§ **ASSIGNMENT**: Copy verbatim the block of lines in the entries below whose first line contains "const shape = rows" and whose last line contains "c.font = font". Leave out all other lines.

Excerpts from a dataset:
........
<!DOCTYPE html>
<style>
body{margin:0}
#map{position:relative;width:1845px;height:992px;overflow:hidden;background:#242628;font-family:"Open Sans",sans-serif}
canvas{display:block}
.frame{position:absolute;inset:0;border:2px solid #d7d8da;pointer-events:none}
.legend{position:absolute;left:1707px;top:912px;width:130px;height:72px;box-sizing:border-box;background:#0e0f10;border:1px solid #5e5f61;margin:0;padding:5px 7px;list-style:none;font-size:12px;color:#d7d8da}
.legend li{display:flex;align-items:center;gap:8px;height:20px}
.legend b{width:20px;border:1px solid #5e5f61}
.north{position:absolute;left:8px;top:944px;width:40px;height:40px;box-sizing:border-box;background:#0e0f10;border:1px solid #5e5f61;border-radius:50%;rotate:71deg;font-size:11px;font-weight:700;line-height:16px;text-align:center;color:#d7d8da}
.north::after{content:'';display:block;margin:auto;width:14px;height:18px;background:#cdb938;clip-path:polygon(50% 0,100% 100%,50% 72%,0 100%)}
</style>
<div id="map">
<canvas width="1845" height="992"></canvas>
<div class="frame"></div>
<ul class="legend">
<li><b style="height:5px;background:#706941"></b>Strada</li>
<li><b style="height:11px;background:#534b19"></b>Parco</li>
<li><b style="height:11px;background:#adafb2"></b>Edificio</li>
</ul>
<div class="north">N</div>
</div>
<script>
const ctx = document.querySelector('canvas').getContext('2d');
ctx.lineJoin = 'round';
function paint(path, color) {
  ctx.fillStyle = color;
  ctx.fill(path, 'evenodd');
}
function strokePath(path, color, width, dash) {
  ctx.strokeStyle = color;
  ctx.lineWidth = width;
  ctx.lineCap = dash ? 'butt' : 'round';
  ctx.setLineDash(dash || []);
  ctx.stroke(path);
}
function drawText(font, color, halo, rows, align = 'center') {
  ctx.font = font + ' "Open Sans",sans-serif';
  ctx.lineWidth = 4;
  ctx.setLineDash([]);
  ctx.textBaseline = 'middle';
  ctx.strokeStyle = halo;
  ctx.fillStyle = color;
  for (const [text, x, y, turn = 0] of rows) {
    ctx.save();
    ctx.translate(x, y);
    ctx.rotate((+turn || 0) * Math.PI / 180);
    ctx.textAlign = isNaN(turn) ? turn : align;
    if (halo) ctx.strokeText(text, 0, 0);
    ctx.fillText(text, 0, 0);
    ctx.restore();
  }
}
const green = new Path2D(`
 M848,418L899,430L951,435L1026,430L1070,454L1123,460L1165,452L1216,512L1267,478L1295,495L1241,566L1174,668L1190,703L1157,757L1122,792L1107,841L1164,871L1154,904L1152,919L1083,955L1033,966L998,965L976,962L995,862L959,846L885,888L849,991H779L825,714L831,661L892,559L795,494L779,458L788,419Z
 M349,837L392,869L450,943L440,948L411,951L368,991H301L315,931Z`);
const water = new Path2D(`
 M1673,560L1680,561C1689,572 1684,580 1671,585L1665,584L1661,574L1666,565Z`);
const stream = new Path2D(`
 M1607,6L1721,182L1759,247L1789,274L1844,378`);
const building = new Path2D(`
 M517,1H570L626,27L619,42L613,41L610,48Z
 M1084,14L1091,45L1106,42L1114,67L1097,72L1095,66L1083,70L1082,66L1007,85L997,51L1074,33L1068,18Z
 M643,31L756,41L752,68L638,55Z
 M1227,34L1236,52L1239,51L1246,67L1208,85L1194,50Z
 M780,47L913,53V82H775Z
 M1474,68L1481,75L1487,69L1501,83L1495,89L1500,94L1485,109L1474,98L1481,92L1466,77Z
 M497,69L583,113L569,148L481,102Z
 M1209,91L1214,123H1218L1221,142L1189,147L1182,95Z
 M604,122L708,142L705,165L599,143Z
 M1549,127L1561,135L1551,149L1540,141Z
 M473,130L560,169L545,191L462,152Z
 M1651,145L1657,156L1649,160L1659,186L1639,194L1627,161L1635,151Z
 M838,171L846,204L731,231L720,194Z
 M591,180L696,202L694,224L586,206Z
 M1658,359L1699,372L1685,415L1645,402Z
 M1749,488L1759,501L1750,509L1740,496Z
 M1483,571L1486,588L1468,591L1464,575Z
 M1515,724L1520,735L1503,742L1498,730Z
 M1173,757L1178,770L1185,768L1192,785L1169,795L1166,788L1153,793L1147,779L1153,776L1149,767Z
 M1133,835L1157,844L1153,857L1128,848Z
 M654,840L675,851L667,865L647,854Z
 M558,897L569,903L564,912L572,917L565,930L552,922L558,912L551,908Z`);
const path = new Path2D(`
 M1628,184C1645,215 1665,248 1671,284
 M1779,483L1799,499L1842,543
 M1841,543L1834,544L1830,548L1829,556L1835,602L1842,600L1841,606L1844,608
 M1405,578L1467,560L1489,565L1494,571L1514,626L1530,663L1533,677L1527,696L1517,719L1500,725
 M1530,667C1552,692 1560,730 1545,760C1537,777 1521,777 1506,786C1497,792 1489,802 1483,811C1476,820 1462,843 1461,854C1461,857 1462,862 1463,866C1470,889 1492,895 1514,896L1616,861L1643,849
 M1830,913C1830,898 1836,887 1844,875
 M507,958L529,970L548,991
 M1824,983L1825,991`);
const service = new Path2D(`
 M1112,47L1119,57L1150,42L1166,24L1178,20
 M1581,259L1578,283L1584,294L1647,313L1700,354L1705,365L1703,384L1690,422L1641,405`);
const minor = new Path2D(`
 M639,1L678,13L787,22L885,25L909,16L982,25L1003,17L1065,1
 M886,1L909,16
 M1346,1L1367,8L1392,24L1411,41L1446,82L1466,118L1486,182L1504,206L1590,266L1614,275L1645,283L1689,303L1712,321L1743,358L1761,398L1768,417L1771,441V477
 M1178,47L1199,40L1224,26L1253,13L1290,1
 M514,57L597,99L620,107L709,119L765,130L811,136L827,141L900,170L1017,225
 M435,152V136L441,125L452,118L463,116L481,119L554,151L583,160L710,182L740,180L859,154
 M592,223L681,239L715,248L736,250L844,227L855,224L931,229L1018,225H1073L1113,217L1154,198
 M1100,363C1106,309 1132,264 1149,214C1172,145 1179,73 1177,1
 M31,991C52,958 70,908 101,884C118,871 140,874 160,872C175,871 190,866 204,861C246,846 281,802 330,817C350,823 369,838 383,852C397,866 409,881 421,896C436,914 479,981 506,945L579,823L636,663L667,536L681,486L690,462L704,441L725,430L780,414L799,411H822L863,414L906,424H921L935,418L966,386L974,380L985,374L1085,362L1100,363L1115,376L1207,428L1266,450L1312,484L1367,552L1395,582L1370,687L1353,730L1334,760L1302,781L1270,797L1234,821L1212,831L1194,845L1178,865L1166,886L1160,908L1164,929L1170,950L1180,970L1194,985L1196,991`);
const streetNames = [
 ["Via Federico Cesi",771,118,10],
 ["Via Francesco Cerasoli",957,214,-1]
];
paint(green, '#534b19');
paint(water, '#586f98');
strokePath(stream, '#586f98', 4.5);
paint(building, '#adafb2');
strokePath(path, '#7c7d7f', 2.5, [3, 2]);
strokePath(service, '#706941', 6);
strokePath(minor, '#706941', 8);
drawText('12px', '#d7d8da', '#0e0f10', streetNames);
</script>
........
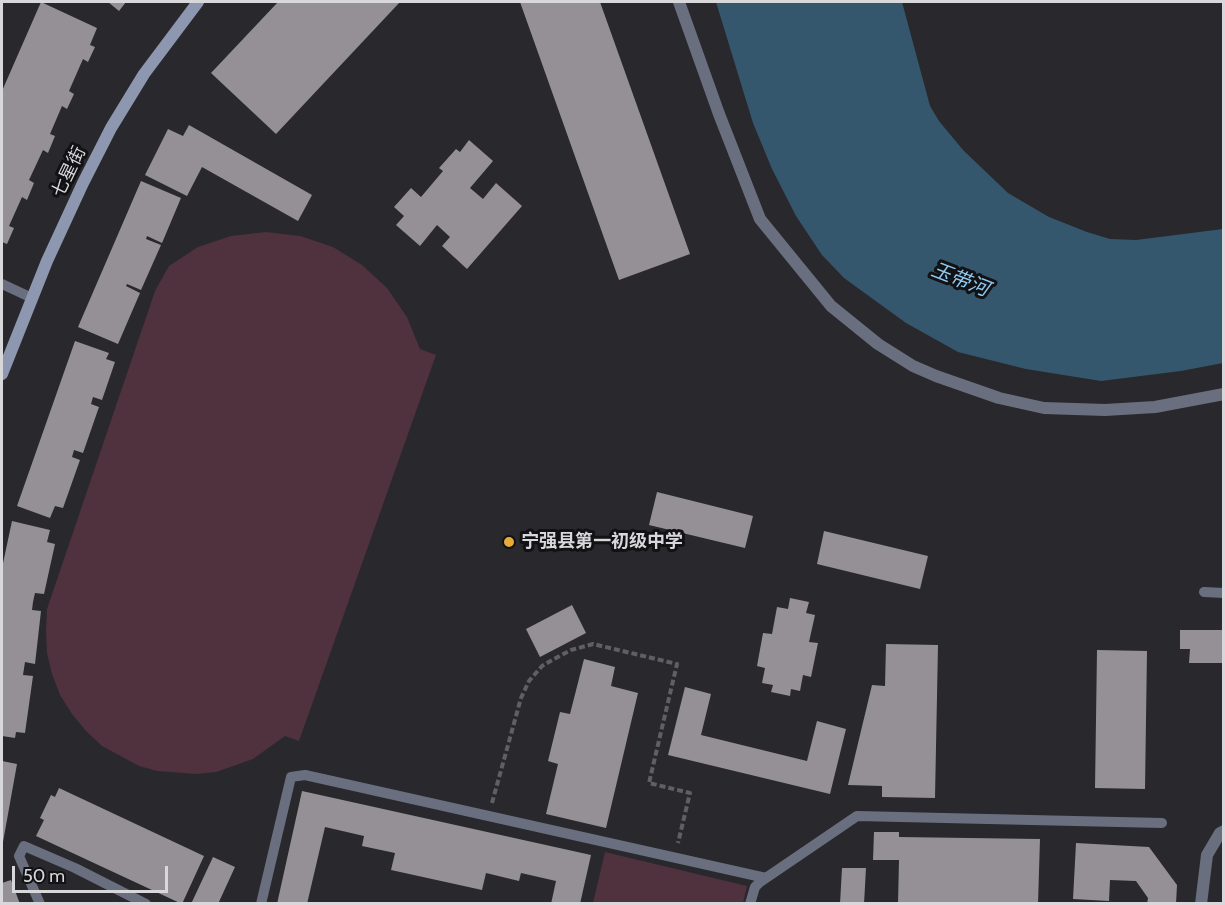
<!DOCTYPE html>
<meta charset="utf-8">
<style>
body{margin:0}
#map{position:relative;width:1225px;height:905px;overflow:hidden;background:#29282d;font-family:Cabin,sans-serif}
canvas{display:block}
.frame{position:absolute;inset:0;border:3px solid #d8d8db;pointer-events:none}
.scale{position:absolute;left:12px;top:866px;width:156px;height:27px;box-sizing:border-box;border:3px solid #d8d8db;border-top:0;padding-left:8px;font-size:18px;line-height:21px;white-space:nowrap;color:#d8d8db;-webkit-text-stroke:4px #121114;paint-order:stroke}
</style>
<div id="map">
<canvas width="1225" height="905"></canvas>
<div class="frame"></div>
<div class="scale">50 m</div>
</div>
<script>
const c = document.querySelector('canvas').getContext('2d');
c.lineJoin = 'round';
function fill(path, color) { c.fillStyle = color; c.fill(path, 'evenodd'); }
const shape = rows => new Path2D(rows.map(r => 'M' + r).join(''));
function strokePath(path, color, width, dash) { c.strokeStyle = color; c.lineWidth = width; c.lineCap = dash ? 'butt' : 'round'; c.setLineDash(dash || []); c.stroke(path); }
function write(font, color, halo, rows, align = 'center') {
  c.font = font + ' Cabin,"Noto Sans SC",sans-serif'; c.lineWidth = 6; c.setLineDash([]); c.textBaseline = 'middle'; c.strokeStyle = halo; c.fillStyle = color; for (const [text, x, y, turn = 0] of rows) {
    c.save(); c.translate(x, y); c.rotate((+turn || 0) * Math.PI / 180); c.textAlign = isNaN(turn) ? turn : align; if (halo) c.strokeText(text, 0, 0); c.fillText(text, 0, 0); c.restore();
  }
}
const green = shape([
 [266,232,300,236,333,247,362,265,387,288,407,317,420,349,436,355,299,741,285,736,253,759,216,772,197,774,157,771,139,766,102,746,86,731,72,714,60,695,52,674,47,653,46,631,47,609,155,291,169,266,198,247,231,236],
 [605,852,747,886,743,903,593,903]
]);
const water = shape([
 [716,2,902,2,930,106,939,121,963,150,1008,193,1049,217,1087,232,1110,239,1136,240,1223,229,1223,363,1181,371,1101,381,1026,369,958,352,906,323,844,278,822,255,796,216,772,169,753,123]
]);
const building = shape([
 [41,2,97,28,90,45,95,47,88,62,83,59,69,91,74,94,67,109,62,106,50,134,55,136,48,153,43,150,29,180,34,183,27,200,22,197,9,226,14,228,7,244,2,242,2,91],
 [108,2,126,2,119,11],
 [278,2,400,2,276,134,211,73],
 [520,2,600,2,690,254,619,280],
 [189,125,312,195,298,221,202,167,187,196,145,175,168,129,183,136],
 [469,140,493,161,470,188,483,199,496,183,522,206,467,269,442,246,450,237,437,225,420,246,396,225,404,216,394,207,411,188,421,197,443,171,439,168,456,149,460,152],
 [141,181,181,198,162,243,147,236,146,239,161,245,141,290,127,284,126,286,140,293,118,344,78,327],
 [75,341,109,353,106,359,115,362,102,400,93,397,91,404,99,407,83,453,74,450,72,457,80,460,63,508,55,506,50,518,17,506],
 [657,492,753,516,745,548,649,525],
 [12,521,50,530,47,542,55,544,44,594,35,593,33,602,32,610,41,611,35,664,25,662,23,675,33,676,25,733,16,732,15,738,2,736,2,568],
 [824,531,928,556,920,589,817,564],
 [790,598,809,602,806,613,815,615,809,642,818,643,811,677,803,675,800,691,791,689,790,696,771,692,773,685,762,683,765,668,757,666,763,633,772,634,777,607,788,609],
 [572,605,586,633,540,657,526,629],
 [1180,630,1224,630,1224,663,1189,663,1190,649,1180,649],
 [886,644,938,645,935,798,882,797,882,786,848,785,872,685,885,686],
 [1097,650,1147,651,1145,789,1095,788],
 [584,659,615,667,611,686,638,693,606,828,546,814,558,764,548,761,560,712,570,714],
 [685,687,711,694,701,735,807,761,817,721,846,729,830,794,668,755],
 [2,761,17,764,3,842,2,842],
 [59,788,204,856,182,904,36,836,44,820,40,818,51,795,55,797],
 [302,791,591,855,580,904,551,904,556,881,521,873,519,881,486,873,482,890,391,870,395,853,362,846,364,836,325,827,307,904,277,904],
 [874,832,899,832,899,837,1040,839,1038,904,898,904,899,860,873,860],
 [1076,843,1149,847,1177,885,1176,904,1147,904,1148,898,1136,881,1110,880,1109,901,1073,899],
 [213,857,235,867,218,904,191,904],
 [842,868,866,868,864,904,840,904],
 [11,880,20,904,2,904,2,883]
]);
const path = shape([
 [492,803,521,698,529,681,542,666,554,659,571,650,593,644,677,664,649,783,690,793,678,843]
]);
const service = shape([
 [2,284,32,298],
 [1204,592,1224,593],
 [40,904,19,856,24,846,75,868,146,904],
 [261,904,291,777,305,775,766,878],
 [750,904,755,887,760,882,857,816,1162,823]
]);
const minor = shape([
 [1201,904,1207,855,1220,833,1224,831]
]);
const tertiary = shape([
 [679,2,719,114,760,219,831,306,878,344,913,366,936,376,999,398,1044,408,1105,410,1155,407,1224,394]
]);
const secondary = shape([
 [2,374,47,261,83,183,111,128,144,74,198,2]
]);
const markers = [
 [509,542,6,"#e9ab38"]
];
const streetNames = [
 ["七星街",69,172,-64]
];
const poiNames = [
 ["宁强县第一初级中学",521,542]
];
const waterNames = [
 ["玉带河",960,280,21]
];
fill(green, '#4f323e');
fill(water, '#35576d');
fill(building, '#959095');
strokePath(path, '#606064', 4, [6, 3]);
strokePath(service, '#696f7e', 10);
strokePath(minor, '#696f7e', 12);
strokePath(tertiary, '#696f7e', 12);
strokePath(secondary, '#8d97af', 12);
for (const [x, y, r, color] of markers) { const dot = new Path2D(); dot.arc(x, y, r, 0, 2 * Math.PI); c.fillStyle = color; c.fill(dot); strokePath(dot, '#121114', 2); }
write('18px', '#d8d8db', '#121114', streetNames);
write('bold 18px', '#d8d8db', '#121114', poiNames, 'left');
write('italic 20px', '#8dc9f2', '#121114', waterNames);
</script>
........
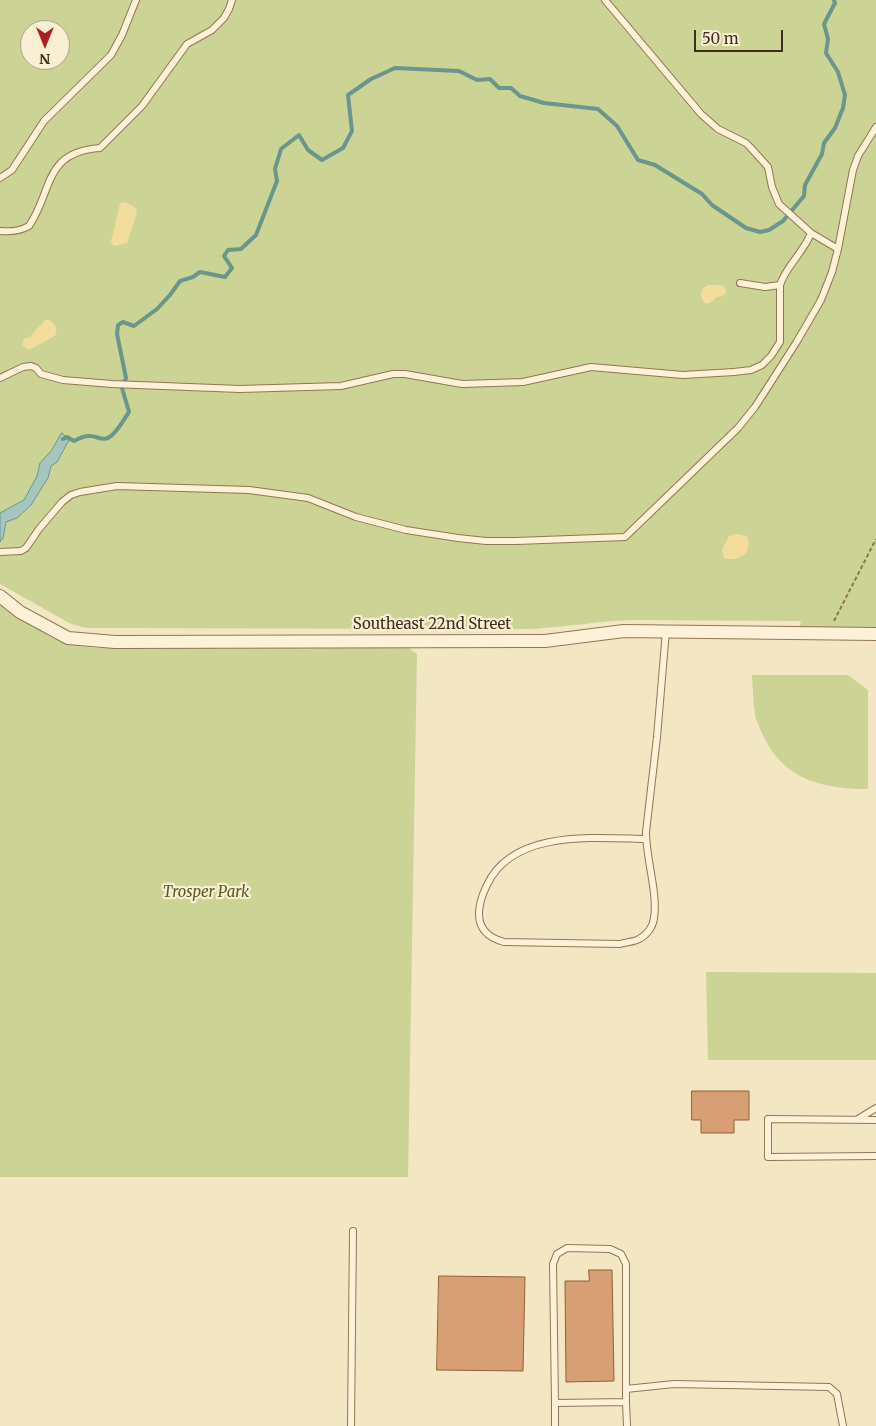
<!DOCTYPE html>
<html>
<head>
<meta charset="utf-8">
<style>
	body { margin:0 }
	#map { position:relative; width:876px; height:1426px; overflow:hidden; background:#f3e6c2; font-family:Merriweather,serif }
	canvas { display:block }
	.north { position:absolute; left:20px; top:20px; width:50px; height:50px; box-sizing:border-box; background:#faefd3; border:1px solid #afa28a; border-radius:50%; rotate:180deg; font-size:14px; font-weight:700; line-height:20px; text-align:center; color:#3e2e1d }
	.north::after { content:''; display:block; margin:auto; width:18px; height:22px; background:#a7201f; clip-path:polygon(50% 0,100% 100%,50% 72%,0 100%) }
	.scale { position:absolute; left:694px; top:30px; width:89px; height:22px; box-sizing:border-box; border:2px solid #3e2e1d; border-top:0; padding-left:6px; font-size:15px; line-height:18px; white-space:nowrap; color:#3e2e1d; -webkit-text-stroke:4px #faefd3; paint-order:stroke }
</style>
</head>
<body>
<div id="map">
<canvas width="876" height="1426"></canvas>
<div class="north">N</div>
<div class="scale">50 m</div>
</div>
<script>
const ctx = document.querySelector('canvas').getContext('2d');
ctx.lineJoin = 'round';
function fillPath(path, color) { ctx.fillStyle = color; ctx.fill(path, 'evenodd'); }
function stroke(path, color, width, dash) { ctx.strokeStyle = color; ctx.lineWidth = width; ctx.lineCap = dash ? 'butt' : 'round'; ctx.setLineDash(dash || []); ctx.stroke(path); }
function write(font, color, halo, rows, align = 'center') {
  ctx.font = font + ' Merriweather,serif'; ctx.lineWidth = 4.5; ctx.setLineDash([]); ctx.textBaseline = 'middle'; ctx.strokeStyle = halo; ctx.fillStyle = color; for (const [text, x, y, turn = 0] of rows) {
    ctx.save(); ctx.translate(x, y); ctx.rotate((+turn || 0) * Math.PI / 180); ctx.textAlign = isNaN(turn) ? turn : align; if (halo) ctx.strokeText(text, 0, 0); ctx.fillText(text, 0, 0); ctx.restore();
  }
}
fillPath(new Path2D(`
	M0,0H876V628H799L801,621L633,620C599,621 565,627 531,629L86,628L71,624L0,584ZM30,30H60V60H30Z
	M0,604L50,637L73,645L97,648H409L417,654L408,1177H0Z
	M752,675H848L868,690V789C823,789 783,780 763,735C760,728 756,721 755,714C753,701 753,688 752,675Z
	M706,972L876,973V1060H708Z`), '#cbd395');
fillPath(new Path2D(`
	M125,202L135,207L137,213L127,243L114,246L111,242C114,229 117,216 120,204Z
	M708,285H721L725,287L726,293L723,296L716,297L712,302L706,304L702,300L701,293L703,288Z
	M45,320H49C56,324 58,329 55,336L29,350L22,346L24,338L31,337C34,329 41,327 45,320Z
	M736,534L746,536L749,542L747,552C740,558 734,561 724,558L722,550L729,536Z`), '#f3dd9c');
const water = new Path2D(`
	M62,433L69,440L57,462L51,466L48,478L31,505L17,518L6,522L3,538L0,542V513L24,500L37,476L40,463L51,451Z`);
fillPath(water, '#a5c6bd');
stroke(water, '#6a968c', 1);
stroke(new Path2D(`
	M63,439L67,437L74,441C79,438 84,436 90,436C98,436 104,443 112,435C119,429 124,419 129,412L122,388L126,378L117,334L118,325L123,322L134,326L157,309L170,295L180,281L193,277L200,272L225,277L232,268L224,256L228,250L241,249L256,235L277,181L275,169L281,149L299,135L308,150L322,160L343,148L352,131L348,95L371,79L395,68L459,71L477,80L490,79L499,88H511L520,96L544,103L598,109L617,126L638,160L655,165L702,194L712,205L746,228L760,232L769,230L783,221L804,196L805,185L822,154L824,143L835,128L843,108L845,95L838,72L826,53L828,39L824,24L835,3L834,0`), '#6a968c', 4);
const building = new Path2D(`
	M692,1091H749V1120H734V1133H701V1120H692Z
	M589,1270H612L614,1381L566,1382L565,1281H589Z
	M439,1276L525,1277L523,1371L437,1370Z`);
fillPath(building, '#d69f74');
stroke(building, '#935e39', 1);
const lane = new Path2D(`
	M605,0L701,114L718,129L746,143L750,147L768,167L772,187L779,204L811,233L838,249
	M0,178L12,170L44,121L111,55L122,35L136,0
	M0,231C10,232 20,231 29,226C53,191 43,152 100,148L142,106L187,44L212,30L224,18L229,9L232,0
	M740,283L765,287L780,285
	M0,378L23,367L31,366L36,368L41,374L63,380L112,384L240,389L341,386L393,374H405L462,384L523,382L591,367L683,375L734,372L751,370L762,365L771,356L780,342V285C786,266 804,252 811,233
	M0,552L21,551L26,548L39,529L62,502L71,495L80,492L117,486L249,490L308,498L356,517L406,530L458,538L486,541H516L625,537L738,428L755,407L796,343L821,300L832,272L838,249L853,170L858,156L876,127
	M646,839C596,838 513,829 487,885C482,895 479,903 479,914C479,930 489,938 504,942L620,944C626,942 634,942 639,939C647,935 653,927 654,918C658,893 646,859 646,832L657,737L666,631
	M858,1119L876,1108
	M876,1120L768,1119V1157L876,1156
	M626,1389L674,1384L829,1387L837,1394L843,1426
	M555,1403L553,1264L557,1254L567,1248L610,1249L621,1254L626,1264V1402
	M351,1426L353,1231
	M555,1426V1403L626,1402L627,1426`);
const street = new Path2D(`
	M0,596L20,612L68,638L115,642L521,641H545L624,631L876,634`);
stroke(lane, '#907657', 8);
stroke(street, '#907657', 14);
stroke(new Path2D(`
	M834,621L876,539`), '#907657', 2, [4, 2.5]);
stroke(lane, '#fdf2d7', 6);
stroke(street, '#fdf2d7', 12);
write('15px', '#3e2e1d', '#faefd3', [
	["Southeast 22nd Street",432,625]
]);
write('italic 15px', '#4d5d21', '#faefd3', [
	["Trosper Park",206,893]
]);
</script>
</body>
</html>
........
§ **TASK RESPONSE**:
const shape = rows => new Path2D(rows.map(r => 'M' + r).join(''));
function strokePath(path, color, width, dash) { c.strokeStyle = color; c.lineWidth = width; c.lineCap = dash ? 'butt' : 'round'; c.setLineDash(dash || []); c.stroke(path); }
function write(font, color, halo, rows, align = 'center') {
  c.font = font + ' Cabin,"Noto Sans SC",sans-serif'; c.lineWidth = 6; c.setLineDash([]); c.textBaseline = 'middle'; c.strokeStyle = halo; c.fillStyle = color; for (const [text, x, y, turn = 0] of rows) {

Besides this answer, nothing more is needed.